Aim of the task :: Reproduce word for word the lines from the beginning of the entries to the line with "c.lineJoin = 'round';", both included, but none of the pictures.

Listed entries ::
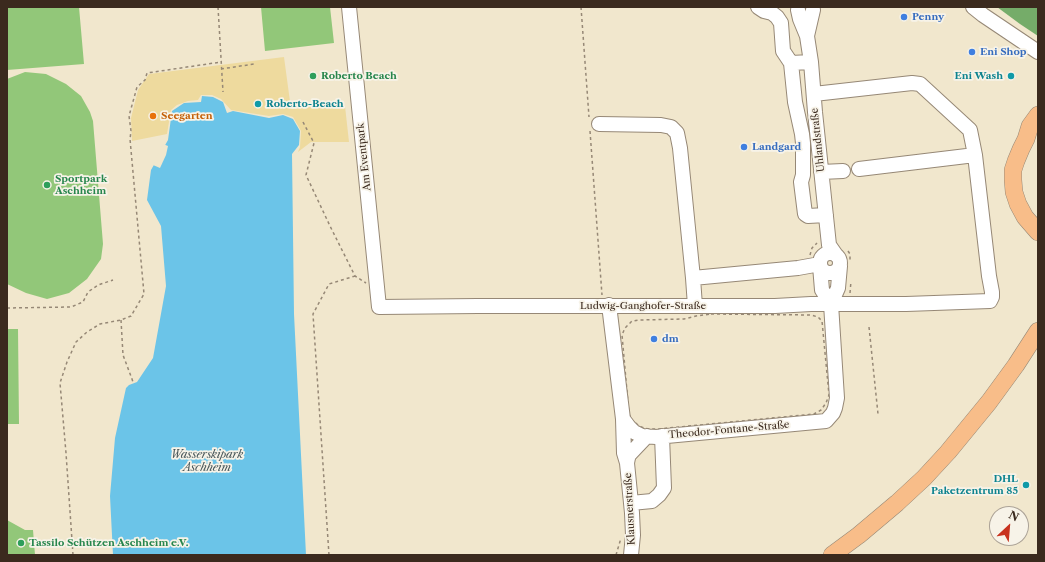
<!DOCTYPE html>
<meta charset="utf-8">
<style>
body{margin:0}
#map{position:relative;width:1045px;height:562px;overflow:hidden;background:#f1e7cd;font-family:"Libre Caslon Text",serif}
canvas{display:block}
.frame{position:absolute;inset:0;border:8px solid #3b2a1e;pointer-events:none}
.north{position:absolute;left:989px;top:506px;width:40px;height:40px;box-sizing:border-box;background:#f7f3e8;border:1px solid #aca397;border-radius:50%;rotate:26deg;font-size:11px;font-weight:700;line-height:16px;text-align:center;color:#3b2a1e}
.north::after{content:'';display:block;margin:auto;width:14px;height:18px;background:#c8321e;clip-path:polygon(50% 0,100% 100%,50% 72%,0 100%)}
</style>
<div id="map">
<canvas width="1045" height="562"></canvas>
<div class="frame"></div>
<div class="north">N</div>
</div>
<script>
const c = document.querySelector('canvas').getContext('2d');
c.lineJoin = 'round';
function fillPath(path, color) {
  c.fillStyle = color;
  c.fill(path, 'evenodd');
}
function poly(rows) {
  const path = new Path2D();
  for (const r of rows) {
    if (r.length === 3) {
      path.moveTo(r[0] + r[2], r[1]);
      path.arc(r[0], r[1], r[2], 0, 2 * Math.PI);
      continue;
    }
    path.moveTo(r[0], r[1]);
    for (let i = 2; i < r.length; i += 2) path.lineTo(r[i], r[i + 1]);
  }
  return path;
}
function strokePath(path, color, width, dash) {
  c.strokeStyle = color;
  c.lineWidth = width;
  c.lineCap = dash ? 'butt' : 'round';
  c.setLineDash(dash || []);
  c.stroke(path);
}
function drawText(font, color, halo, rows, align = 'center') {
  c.font = font + ' "Libre Caslon Text",serif';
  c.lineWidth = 3.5;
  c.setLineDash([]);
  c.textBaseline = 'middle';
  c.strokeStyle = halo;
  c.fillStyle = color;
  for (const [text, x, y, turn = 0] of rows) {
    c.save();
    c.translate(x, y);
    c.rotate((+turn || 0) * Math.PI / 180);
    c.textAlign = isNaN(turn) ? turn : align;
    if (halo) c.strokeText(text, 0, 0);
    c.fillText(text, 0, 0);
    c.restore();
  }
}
const green = poly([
 [7,7,79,7,84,64,7,70],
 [261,7,330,7,334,43,265,51],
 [25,72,46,74,66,84,81,96,90,112,93,121,103,244,101,259,87,279,69,293,47,299,26,293,7,284,7,79],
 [7,329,18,329,19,424,7,424],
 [7,520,25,530,33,530,35,555,7,555]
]);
const forest = poly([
 [997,7,1038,7,1038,36,1020,24]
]);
const sand = poly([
 [284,57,291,109,340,102,345,106,349,142,311,142,298,152,300,147,301,131,293,117,283,114,269,116,231,110,221,99,212,95,201,95,198,100,188,101,177,105,171,110,167,134,132,141,131,118,138,90,149,74]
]);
const water = poly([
 [202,96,213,97,223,102,227,113,233,111,269,118,283,115,293,119,300,131,299,145,292,154,294,314,306,555,113,555,110,496,115,438,126,388,129,385,137,382,153,358,166,286,161,226,147,200,151,170,168,140,172,111,184,103,201,102]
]);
const pier = poly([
 [163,144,168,146,166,155,160,168,153,165]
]);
const path = poly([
 [218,7,223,92],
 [581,7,589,117],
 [221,69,254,64],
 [303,122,314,143,306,175,330,226,355,276,366,283],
 [590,131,602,295],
 [848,251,850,254,850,261],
 [810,255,812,248,817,243],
 [850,293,851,281],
 [7,308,71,307,83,302,88,292,98,285,113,280],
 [711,314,811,315,818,317,822,321,829,395,826,403,821,410,814,414,658,429,650,429,644,428,639,426,632,420,629,414,622,335,625,328,632,321,639,320,684,319,696,316,711,314],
 [121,320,123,355,132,379,133,382],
 [869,327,878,414],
 [73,555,66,453,60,383,67,362,76,342,87,332,100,324,121,320,131,316,144,294,130,139,131,131,129,116,137,87,145,80,147,73,221,62],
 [329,555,313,314,329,284,355,276],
 [616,555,621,538]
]);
const minor = poly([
 [349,7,379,307,478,306,775,306,811,304,906,304,990,301,992,297,992,292,989,276,975,155,970,130,920,84,912,83,814,94],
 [758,7,764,11,772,13,777,17,781,23,783,51,791,63],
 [973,7,983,15,1038,52],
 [798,10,800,19,807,36,811,62,815,112,829,245,836,255],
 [807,36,813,10],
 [811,62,791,63,795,102,802,134,803,143,803,175,801,182,805,214,808,216,826,215],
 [599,124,661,125,671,127,677,133,680,148,693,278,695,306],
 [859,169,975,155],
 [821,172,843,171],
 [830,263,10],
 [693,278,798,268,820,264],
 [831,304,838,288,840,266],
 [609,305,623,419,629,427,634,432,642,436,656,437,826,421,833,413,835,408,837,398,831,304,822,290,820,266],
 [623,419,624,453,627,463,632,513,633,535,631,555],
 [627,463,628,458,629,455,647,436],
 [631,503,652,501,659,495,664,488,662,436]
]);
const major = poly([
 [1038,115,1030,126,1026,139,1021,149,1016,161,1013,170,1013,180,1014,192,1018,204,1025,217,1038,232],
 [832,555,859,535,897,503,924,478,948,452,989,402,1016,365,1038,331]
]);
const markers = [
 [904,17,4,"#3f7fe0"],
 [972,52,4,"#3f7fe0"],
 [313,76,4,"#2e9e5b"],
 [1011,76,4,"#0f9aa8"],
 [258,104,4,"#0f9aa8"],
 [153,116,4,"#e8710a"],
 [744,147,4,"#3f7fe0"],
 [47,185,4,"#2e9e5b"],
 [654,339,4,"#3f7fe0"],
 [1026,485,4,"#0f9aa8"],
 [21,543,4,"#2e9e5b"]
];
const shopNames = [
 ["Penny",912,17],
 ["Eni Shop",980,52],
 ["Landgard",752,147],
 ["dm",662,339]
];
const leisureNames = [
 ["Roberto Beach",321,76],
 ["Sportpark",55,179],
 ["Aschheim",55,191],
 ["Tassilo Schützen Aschheim e.V.",29,543]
];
const cultureNames = [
 ["Eni Wash",1003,76],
 ["Roberto-Beach",266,104,"left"],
 ["DHL",1018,479],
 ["Paketzentrum 85",1018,491]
];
const foodNames = [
 ["Seegarten",161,116]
];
const streetNames = [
 ["Uhlandstraße",818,140,-96],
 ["Am Eventpark",364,157,-96],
 ["Ludwig-Ganghofer-Straße",643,306],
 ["Theodor-Fontane-Straße",729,430,-5],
 ["Klausnerstraße",630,509,-93]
];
const waterNames = [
 ["Wasserskipark",207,455],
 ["Aschheim",207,468]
];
fillPath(green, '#92c779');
fillPath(forest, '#75ac69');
fillPath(sand, '#eeda9e');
fillPath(water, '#6bc4e8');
fillPath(pier, '#f1e7cd');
strokePath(minor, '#968876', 16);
strokePath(major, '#968876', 18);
strokePath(path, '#968876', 1.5, [3, 3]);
strokePath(minor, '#fff', 14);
strokePath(major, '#f8bd89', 17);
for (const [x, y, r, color] of markers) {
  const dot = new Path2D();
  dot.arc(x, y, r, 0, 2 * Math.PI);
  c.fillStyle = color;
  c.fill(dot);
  strokePath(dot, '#f7f3e8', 1.5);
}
drawText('bold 10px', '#366cbe', '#f7f3e8', shopNames, 'left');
drawText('bold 10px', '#27864d', '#f7f3e8', leisureNames, 'left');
drawText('bold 10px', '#0d838f', '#f7f3e8', cultureNames, 'right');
drawText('bold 10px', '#c56008', '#f7f3e8', foodNames, 'left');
drawText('10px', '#3b2a1e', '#f7f3e8', streetNames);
drawText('italic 11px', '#49585b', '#f7f3e8', waterNames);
</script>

Task result ::
<!DOCTYPE html>
<meta charset="utf-8">
<style>
body{margin:0}
#map{position:relative;width:1045px;height:562px;overflow:hidden;background:#f1e7cd;font-family:"Libre Caslon Text",serif}
canvas{display:block}
.frame{position:absolute;inset:0;border:8px solid #3b2a1e;pointer-events:none}
.north{position:absolute;left:989px;top:506px;width:40px;height:40px;box-sizing:border-box;background:#f7f3e8;border:1px solid #aca397;border-radius:50%;rotate:26deg;font-size:11px;font-weight:700;line-height:16px;text-align:center;color:#3b2a1e}
.north::after{content:'';display:block;margin:auto;width:14px;height:18px;background:#c8321e;clip-path:polygon(50% 0,100% 100%,50% 72%,0 100%)}
</style>
<div id="map">
<canvas width="1045" height="562"></canvas>
<div class="frame"></div>
<div class="north">N</div>
</div>
<script>
const c = document.querySelector('canvas').getContext('2d');
c.lineJoin = 'round';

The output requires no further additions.